■ Aim of the exercise ■
The required output consists solely of the lines from the line containing "Input: one rendered" through the end of the records, copied exactly.

++++ Data listing ++++

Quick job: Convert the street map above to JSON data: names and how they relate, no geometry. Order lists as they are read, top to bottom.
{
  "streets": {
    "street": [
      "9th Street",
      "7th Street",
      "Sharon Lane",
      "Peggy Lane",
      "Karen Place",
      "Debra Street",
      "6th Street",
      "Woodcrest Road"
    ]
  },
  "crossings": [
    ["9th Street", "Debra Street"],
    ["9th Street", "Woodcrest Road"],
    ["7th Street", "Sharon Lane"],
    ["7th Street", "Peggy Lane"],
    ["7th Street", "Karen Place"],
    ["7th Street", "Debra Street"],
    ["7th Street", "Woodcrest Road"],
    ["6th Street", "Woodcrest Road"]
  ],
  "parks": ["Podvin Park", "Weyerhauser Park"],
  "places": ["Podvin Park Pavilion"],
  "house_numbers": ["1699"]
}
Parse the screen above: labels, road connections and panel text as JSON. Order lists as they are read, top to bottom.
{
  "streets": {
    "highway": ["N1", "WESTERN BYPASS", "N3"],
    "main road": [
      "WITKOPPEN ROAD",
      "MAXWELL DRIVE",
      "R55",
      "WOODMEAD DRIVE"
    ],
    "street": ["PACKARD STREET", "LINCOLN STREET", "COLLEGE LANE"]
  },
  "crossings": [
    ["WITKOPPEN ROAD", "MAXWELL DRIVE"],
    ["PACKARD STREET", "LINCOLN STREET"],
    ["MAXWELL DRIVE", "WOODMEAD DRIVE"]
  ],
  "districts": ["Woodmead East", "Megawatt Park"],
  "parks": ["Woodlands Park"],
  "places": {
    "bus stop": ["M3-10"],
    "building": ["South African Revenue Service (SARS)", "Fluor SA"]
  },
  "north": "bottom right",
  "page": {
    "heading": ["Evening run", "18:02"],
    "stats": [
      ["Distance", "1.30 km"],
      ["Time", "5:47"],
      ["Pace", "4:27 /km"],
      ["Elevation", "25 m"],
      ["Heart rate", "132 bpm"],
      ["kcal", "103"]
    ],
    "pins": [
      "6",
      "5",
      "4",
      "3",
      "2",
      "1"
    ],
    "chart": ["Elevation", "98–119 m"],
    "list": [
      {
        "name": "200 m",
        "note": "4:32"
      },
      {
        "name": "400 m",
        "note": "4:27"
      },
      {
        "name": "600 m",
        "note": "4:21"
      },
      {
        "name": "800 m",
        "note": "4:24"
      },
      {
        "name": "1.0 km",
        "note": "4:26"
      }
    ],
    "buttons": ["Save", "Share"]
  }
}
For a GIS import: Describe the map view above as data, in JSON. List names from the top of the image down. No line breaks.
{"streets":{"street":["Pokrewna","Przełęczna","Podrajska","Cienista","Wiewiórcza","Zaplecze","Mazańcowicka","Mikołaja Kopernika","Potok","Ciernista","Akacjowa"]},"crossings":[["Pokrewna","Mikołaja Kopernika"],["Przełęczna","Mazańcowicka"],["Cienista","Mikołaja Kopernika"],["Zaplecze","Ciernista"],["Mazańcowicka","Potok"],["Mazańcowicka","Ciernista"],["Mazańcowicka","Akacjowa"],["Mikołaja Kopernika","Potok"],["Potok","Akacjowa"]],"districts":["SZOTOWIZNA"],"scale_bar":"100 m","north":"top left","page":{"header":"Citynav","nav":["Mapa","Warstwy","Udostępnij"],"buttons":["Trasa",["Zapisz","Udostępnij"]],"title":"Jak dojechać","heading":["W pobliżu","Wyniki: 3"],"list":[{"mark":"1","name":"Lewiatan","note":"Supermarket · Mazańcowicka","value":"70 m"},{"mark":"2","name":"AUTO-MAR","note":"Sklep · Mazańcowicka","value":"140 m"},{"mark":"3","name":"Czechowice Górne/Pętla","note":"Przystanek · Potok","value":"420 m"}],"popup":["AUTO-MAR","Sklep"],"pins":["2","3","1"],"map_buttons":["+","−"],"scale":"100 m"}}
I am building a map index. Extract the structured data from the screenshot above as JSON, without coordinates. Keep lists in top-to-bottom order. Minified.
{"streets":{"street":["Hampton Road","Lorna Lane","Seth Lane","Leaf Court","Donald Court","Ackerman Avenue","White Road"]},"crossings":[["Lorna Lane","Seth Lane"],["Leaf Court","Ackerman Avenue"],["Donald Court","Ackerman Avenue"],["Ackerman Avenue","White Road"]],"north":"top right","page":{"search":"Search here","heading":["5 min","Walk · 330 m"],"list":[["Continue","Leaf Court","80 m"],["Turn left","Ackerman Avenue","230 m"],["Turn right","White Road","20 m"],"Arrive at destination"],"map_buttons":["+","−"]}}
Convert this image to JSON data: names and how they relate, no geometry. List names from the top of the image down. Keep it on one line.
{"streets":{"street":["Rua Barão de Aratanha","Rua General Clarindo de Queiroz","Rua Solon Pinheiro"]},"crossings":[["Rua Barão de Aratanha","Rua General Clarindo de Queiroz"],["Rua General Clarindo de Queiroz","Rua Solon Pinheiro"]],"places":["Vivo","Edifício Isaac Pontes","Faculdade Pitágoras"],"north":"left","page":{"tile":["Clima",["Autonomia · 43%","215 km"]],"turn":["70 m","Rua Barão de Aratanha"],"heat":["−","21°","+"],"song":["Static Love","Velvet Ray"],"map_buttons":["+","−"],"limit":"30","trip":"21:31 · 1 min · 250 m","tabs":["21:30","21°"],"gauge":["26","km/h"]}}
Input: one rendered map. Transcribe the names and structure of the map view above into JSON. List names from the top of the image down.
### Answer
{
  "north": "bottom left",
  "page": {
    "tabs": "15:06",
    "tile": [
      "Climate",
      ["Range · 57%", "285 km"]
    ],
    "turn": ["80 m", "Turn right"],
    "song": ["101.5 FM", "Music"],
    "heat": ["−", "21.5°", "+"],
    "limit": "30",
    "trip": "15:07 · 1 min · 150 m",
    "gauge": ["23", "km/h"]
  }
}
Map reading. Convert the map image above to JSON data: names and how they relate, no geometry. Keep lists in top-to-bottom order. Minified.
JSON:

++++

■ The answer ■
Input: one rendered map. Transcribe the names and structure of the map view above into JSON. List names from the top of the image down.
### Answer
{
  "north": "bottom left",
  "page": {
    "tabs": "15:06",
    "tile": [
      "Climate",
      ["Range · 57%", "285 km"]
    ],
    "turn": ["80 m", "Turn right"],
    "song": ["101.5 FM", "Music"],
    "heat": ["−", "21.5°", "+"],
    "limit": "30",
    "trip": "15:07 · 1 min · 150 m",
    "gauge": ["23", "km/h"]
  }
}
Map reading. Convert the map image above to JSON data: names and how they relate, no geometry. Keep lists in top-to-bottom order. Minified.
JSON:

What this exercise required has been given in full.